A 62-year-old investment fund manager pleaded guilty at federal court in Central Islip on Monday to securities fraud after operating a nine-year Ponzi scheme that netted more than $17 million.

James Peister agreed to pay $9.6 million in restitution to dozens of victims and to forfeit $17.9 million in assets, including his St. James home and a Hummer, prosecutors said.

“For nearly a decade, rather than make sound investment decisions as he had promised, James Peister fleeced dozens of investors and used their money to fund his own lavish lifestyle,” Loretta Lynch, U.S. Attorney for the Eastern District of New York, said in a statement.

Prosecutors said Peister ripped off at least 74 investors through several investments funds—Northstar International Group Inc., North American Globex Group, and North American Globex Fund, LP—between January 2000 and June 2009.

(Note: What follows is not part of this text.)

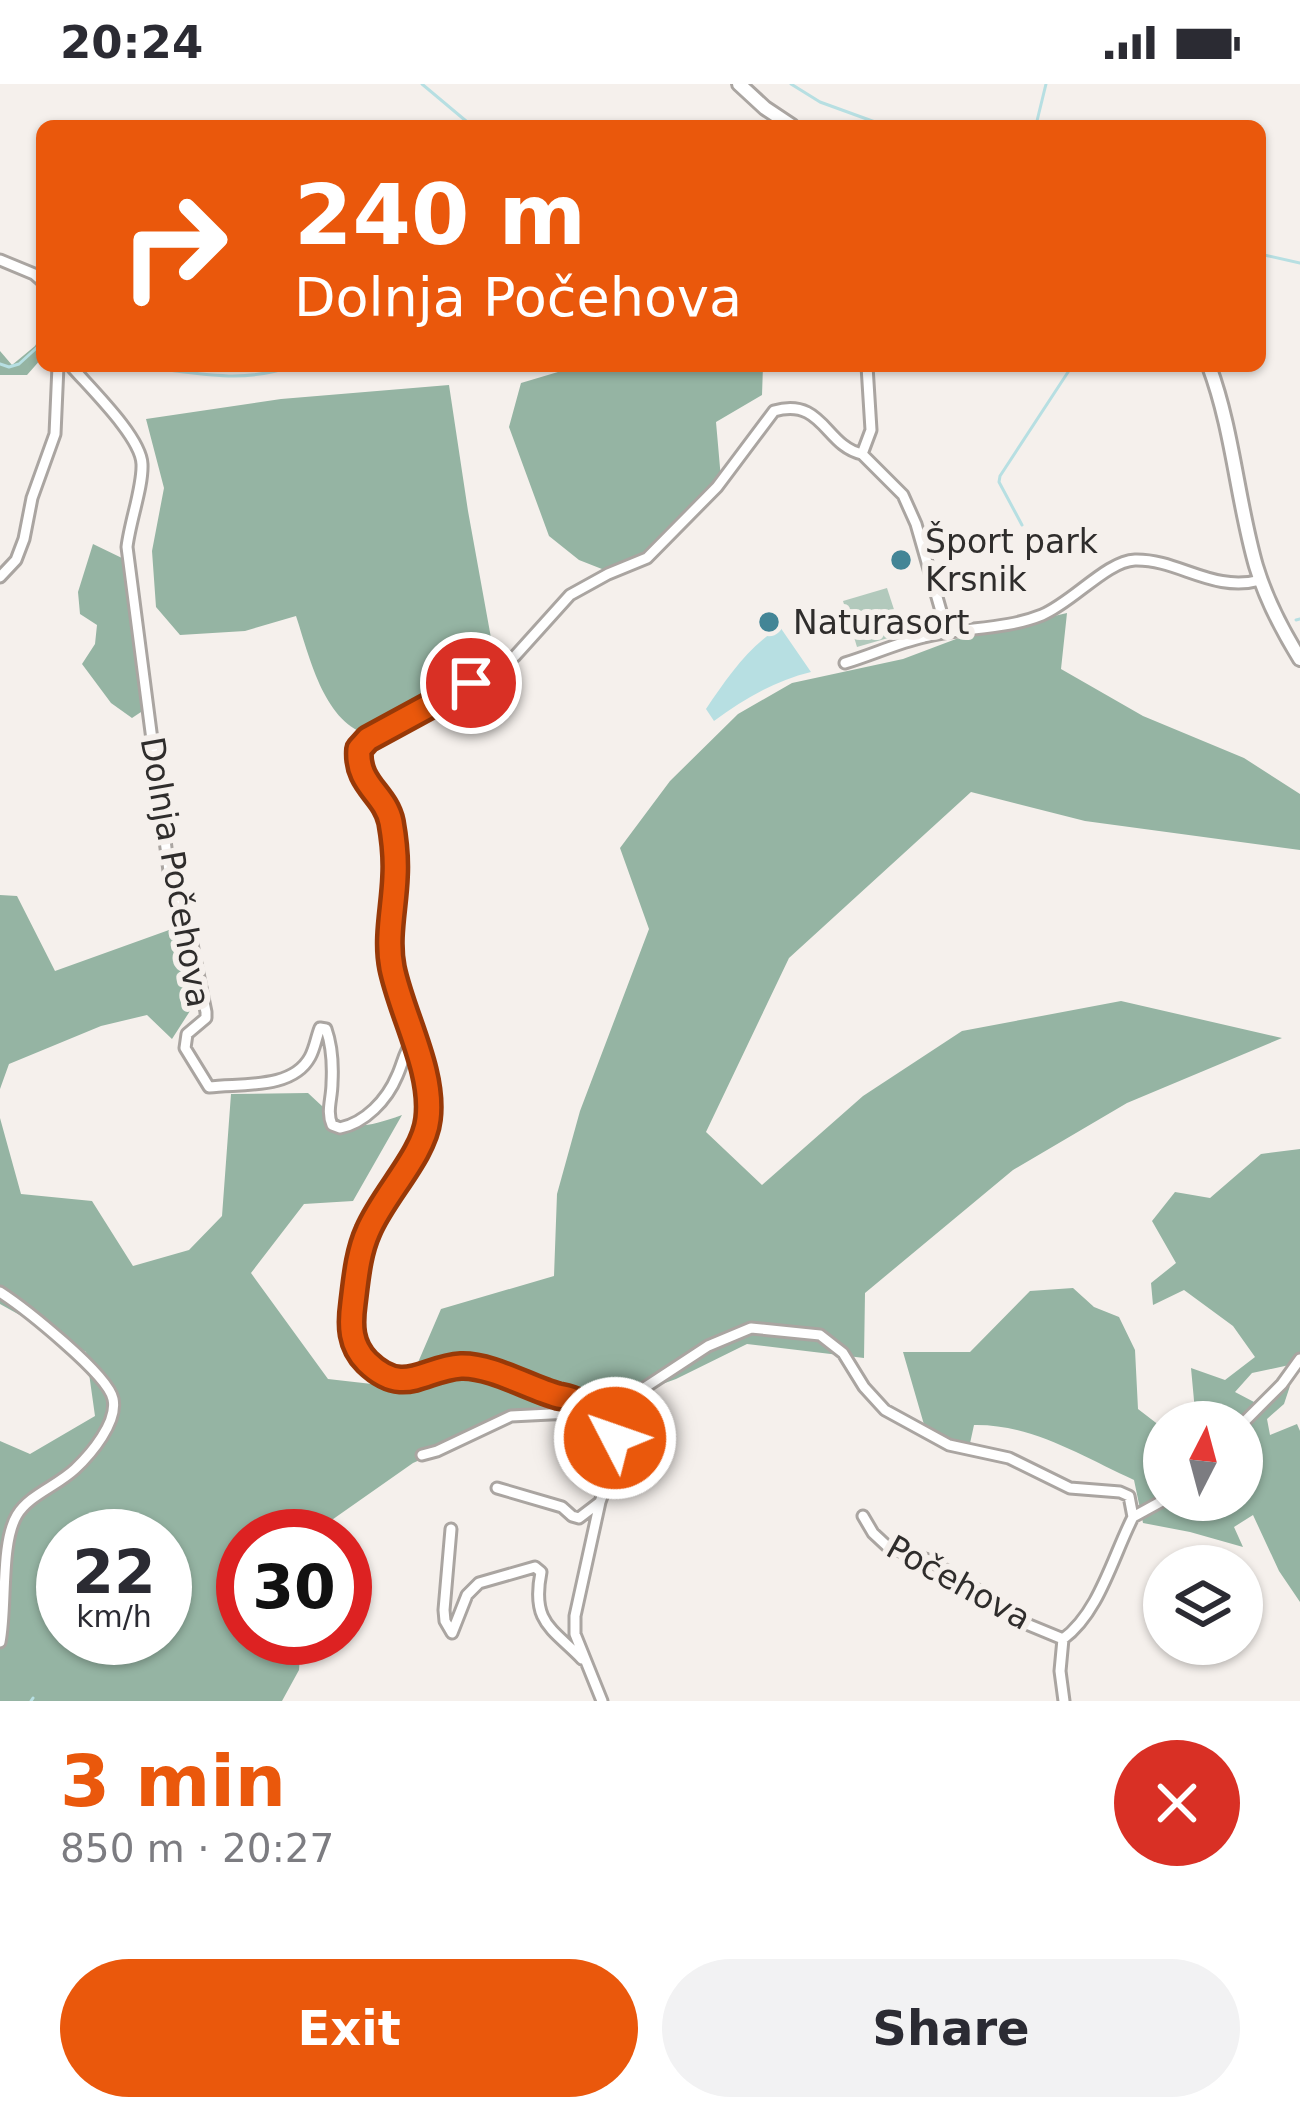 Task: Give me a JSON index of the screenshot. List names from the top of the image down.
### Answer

Victims believed they were investing in stocks, futures and fixed income instruments, prosecutors said. Instead, Peister used their money to pay out existing investors, finance his business and pay for his home and Hummer, prosecutors said.

He was able to maintain the fraud by providing phony financial statements to investors and auditors that overstated the value of his clients’ assets, prosecutors said.

The scheme fell apart when the economy collapsed in 2008, prosecutors said. Peister was arrested in June of this year.

Peister is scheduled to be sentenced on March 6, 2015. He faces up to 20 years in prison.